Liber-azione da un fascismo subdolo che possiamo ritrovare nei gesti quotidiani di chi pratica forme di odio razziale, di chi fomenta la guerra tra poveri, di chi sfrutta sul posto di lavoro, di chi gentrifica i nostri quartieri, nelle università e nelle scuole. Il fascismo di cui parliamo oggi è un fenomeno latente che si manifesta nei diversi aspetti della nostra vita. Dall’avanzata dell’onda nera di estrema-destra che sta calando sulle nostre città da anni, nessuna risposta istituzionale è servita.
I soggetti chiamati in causa siamo noi: giovani universitari, ragazzi precari, studenti delle scuole superiori, neo-laureati in cerca di lavoro, insegnanti, cassintegrati. I protagonisti del nuovo movimento di liberazione devono necessariamente dare una risposta che sia decisa e collettiva; il nostro contributo è un dovere, un obbligo verso chi, prima di noi ha fatto della lotta al fascismo la propria bandiera.
Parliamo di resistenza quando attraversiamo le strade della nostra città in difesa dell’università, urlando a squarcia gola quanto sia profondamente ingiusto e violento lo spostamento del “tempio del sapere” in una landa abbandonata e desolata figlia della speculazione e della smania del grande-evento.
Resistere vuol dire opporsi alle imposizioni dall’alto, vuol dire combattere con tutti i mezzi necessari per evitare che l’università venga distrutta, dilaniata e soggiogata alla volontà di pochi a discapito di tutti.
Resistere vuol dire organizzare un festival sulla Striscia di Gaza, rompere l’isolamento di chi da anni lotta contro la repressione di uno stato fascista che indiscriminatamente nega anche i diritti piu basilari.
Resistere vuol dire parlare, riunirsi, ascoltarsi reciprocamente, vuol dire comprendere le sofferenze dell’altro e organizzarsi collettivamente contro un’esistenza di precarietà individuale e lavorativa.
Vuol dire stare dalla parte di chi viene sottopagato per fare consegne di giorno sotto al sole, di notte, con la nebbia e la pioggia.
Resistere vuol dire portare energia e vita nei quartieri popolari con la musica, l’arte, lo sport, la solidarietà.
Resistere è contrapporsi ad un cambiamento repentino e selvaggio di una città irriconoscibile, di una metropoli plasmata dall’evento, svuotata d’identità che accelera a ritmo di gentrificazione.
Resistere è creare connessioni, da Lambrate a Barona, da Gratosoglio al Turchino, è vivere bene, insieme.

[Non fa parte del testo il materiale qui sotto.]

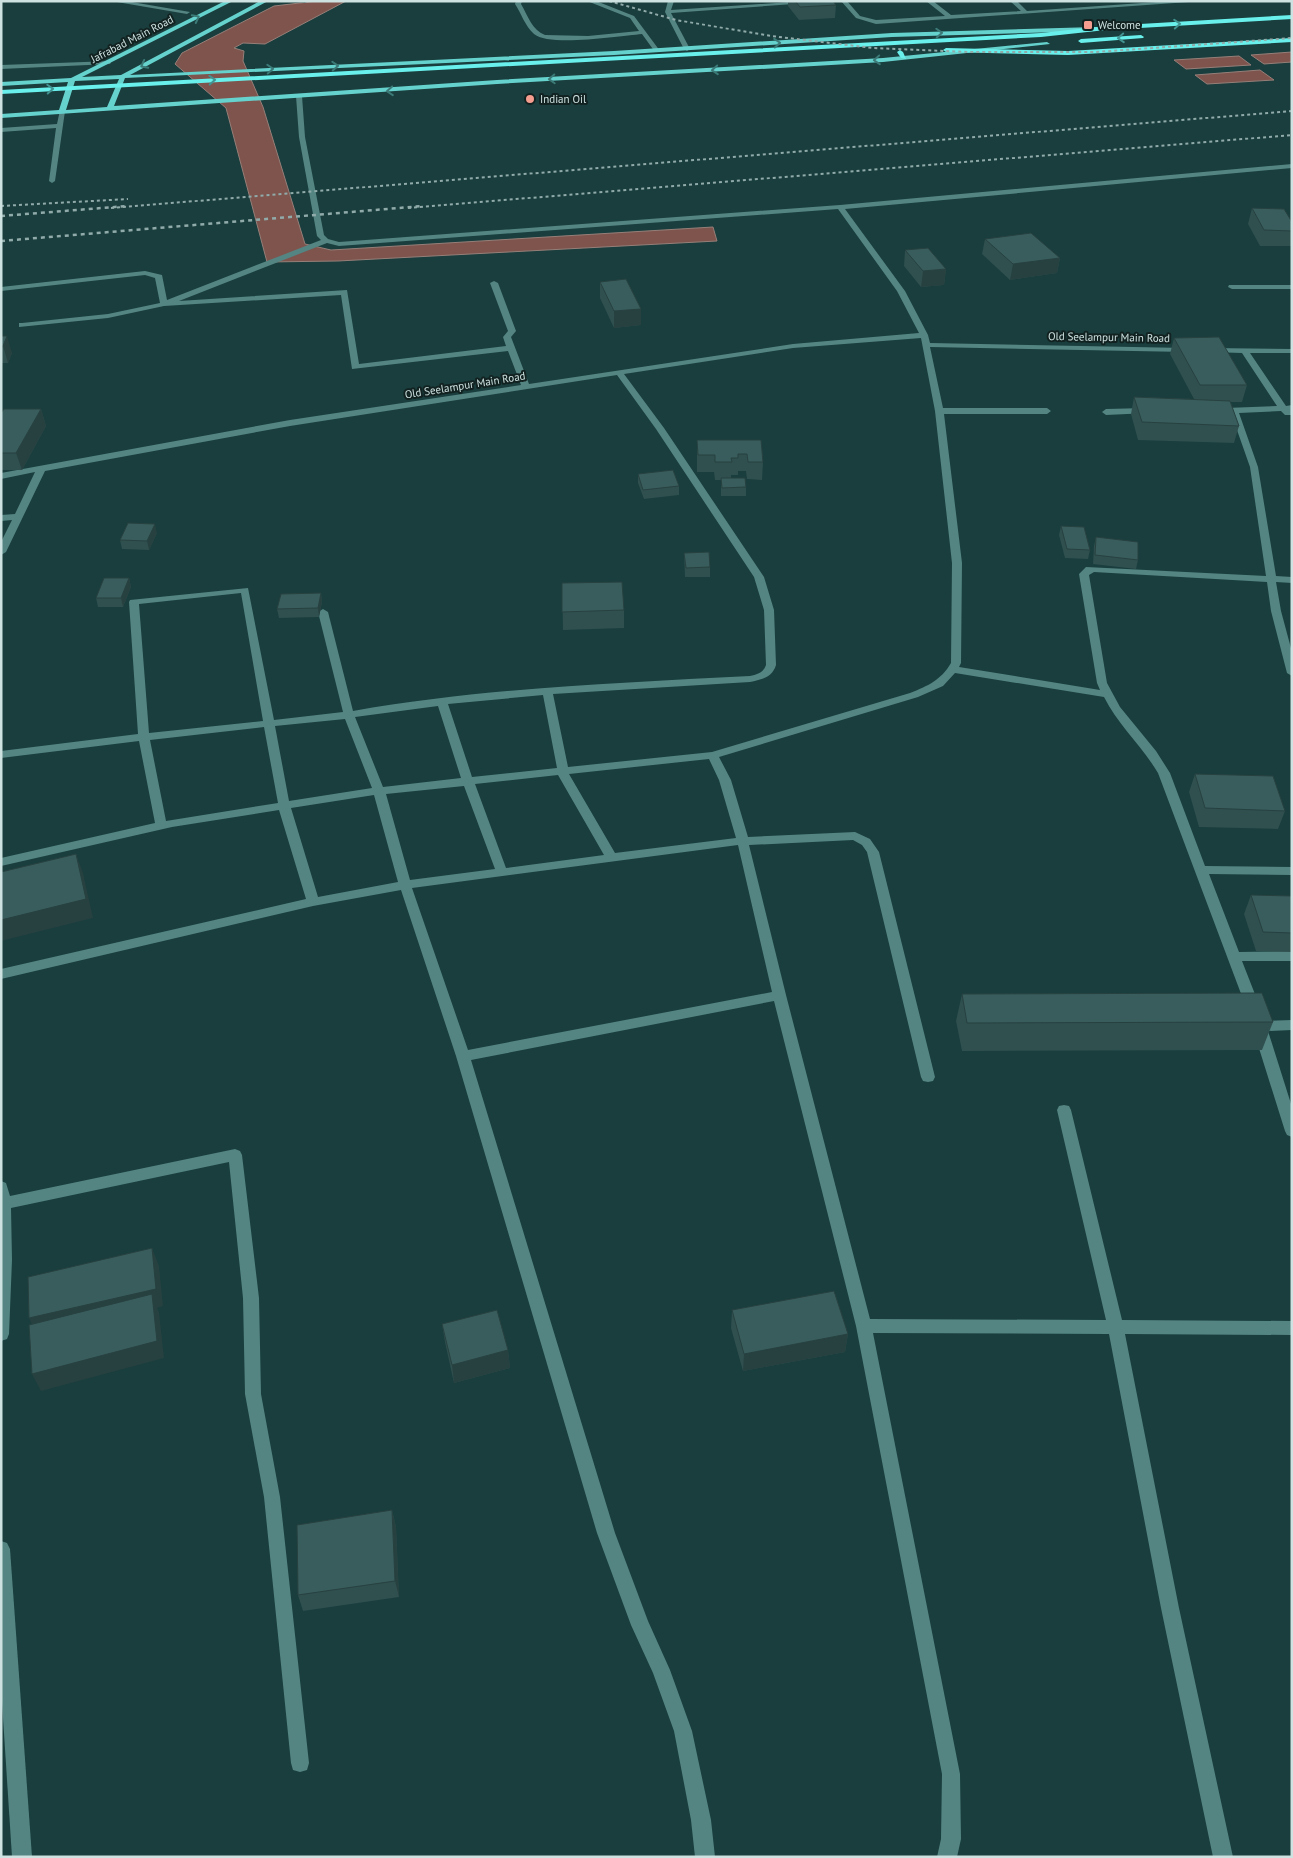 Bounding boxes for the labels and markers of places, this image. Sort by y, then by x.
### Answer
place label: Welcome [1098,18,1141,32]
marker: Welcome [1082,19,1094,31]
place label: Indian Oil [540,92,587,106]
marker: Indian Oil [524,93,536,105] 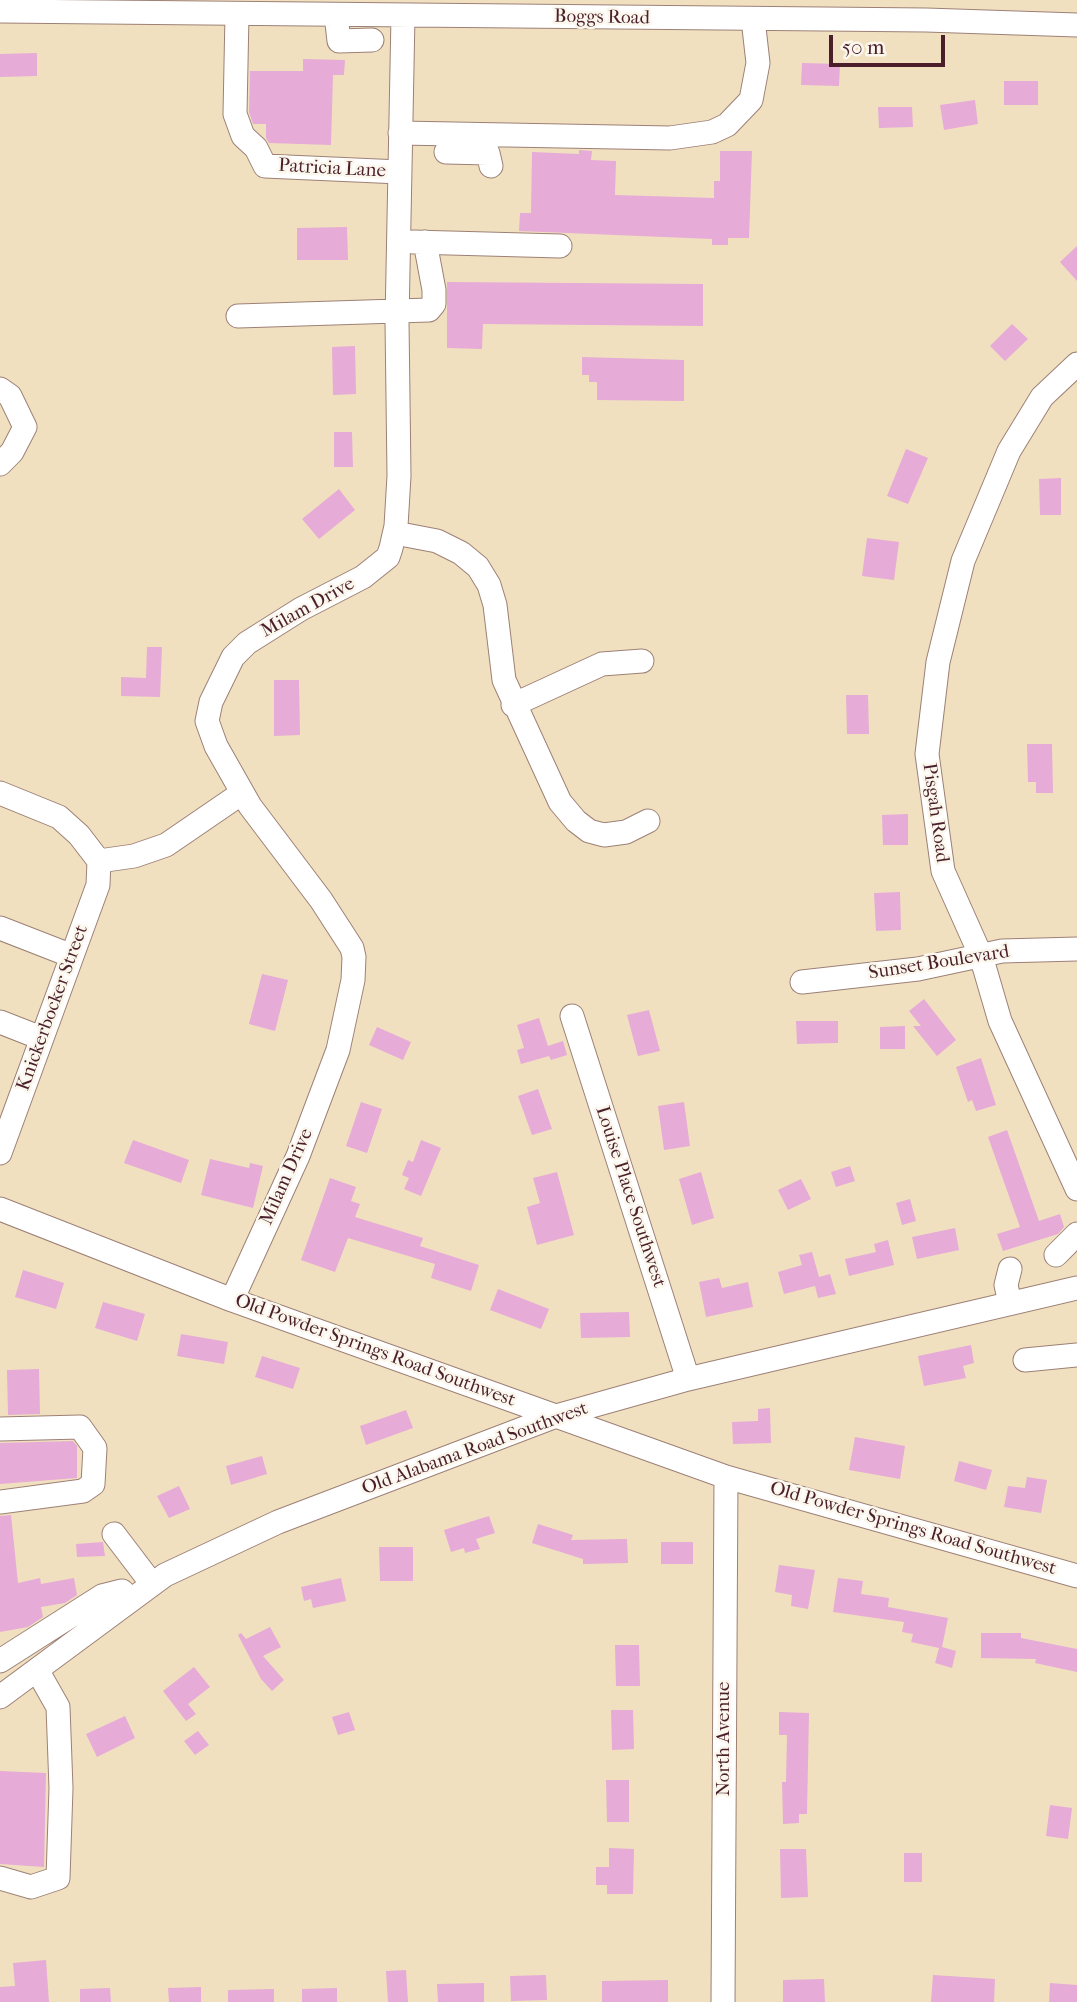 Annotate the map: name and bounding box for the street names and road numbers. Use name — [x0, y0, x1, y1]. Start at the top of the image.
street label: Boggs Road — [554, 6, 650, 30]
street label: Patricia Lane — [278, 155, 386, 183]
street label: Milam Drive — [257, 573, 359, 643]
street label: Pisgah Road — [917, 762, 953, 864]
street label: Knickerbocker Street — [12, 922, 94, 1094]
street label: Sunset Boulevard — [867, 941, 1011, 985]
street label: Louise Place Southwest — [590, 1104, 670, 1290]
street label: Milam Drive — [256, 1125, 318, 1229]
street label: Old Powder Springs Road Southwest — [232, 1290, 518, 1412]
street label: Old Alabama Road Southwest — [359, 1397, 591, 1501]
street label: Old Powder Springs Road Southwest — [767, 1477, 1059, 1581]
street label: North Avenue — [713, 1682, 735, 1796]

Tutti e tutte combattiamo quotidianamente le nostre battaglie e girando lo sguardo ci accorgeremmo del fatto che insieme, attraverso la solidarietà come arma si può vincere la guerra per un’esistenza dove la parola d’ordine sia dignità. Nella scuola, nell’università, nella didattica, sul lavoro, a casa, con gli amici, con il proprio compagno e la propria compagna, in macchina, in bicicletta e a piedi.
Abbiamo la responsabilità di scrivere una storia, riprendiamoci la città.
Nel 2018 come nel 1945 Milano dev’esser medaglia d’oro della Resistenza, dobbiamo guardarci le spalle l’un l’altra mentre combattiamo la nostra guerra di liberazione.